Erşan Kuneri bir şey midir?

Erşan Kuneri gerçek bir varolan gibi zamanda mıdır?

Erşan Kuneri hiç var mıdır? 

Erşan Kuneri varolmuş olsaydı o zaman onu hiç tartışmasız varolan bir şey olarak tanımamız ve sonuçta onu diğer varolanlar arasında  bir varolan olarak bulmamız mı gerekecekti?”

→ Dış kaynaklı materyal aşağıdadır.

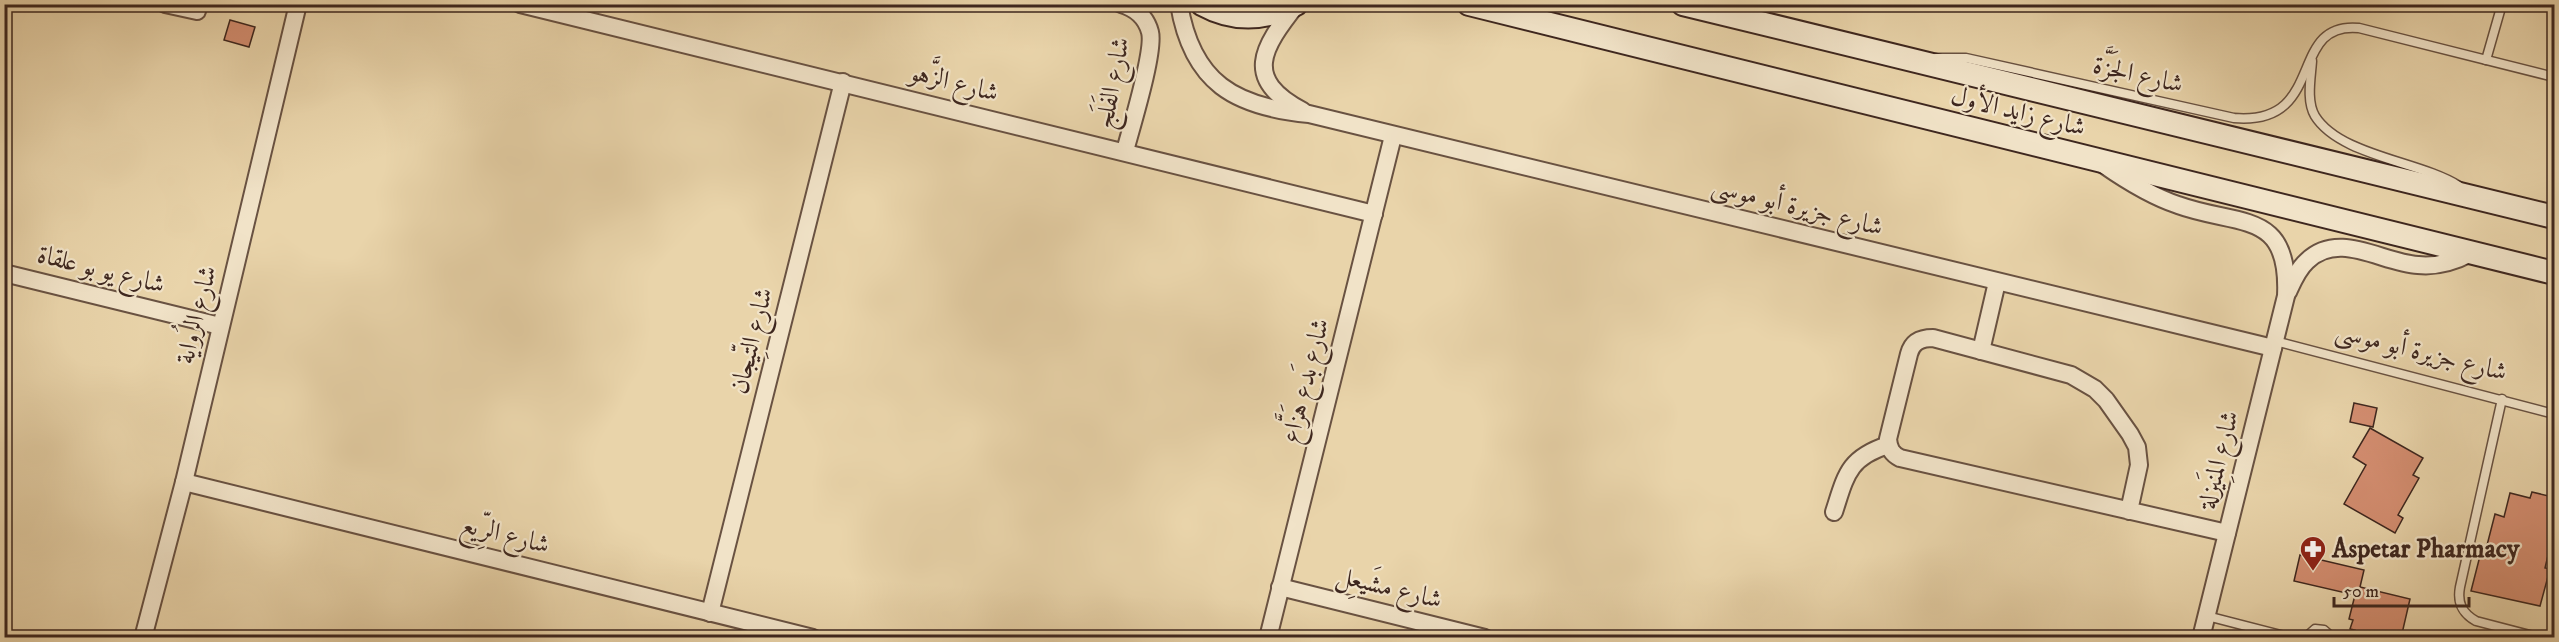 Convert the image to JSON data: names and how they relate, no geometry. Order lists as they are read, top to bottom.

Yukarıdaki sorular nezdinde ortaya koyduğumuz yaklaşım, kendimiz açısından da bir çok cevabın ortaya çıkmasını sağlayabilir. Nasıl mı? Erşan Kuneri’nin aslında varolmaması ve dolayısıyla bu soruların bir anlam ifade etmediğini düşünüyorsanız, soruların başındaki “Erşan Kuneri” kısmına kendi adınızı yazın ve bir de öyle cevaplamayı deneyin.

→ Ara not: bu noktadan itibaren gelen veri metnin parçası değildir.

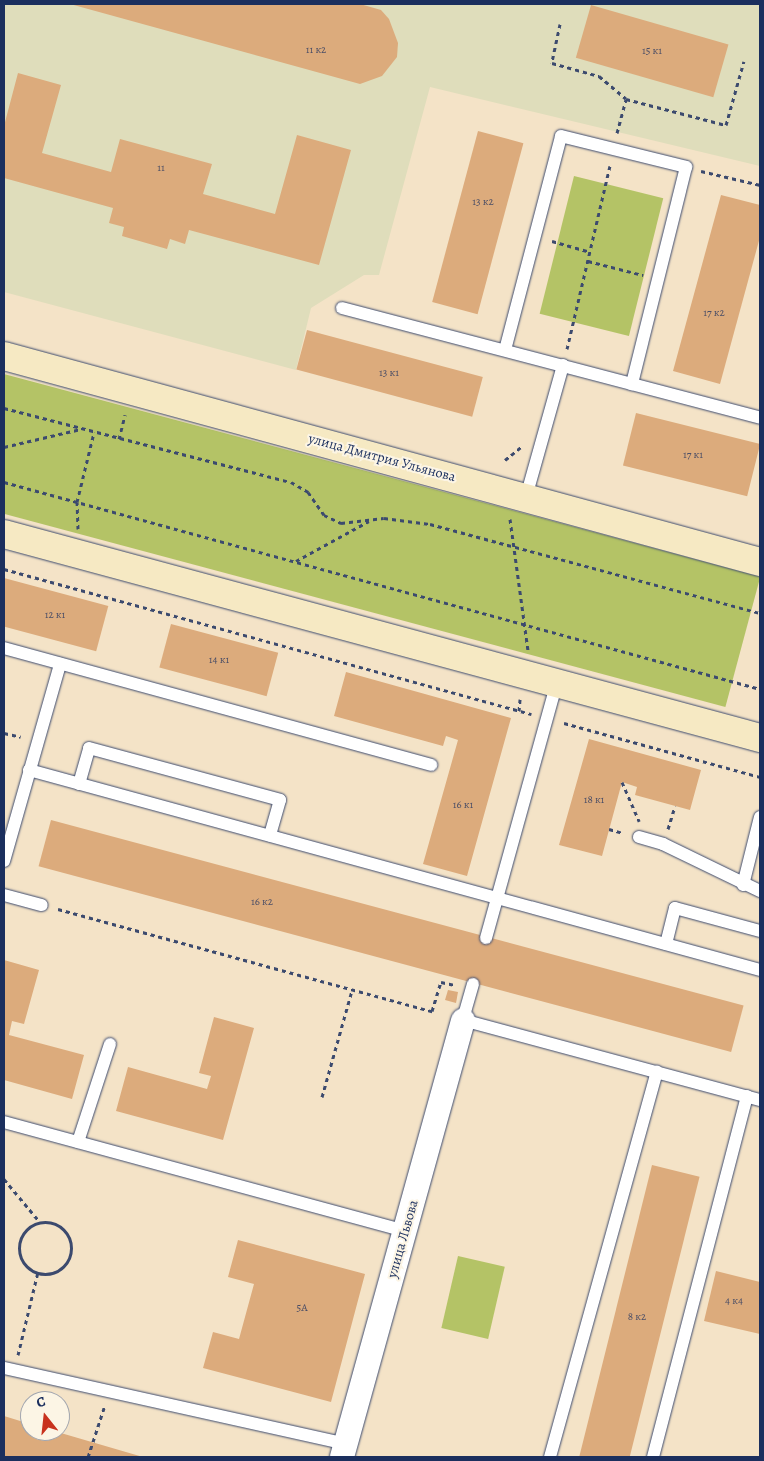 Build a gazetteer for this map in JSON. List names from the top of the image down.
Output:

Erşan Kuneri’nin film içerisindeki filmleri ile Türk Sinemasına varoluşsal bir yaklaşım getirdiğini söyleyebilir miyiz? Bu soru hakkında da düşünmeden edemiyorum doğrusu. İşin varoluş felsefesi yönünden yaklaşımını bir kenara bırakacak olursak, iyi ki varsın Erşan Kuneri diyor ve sözlerime Kooperatif Kemal’in bir repliği ile son vermek istiyorum.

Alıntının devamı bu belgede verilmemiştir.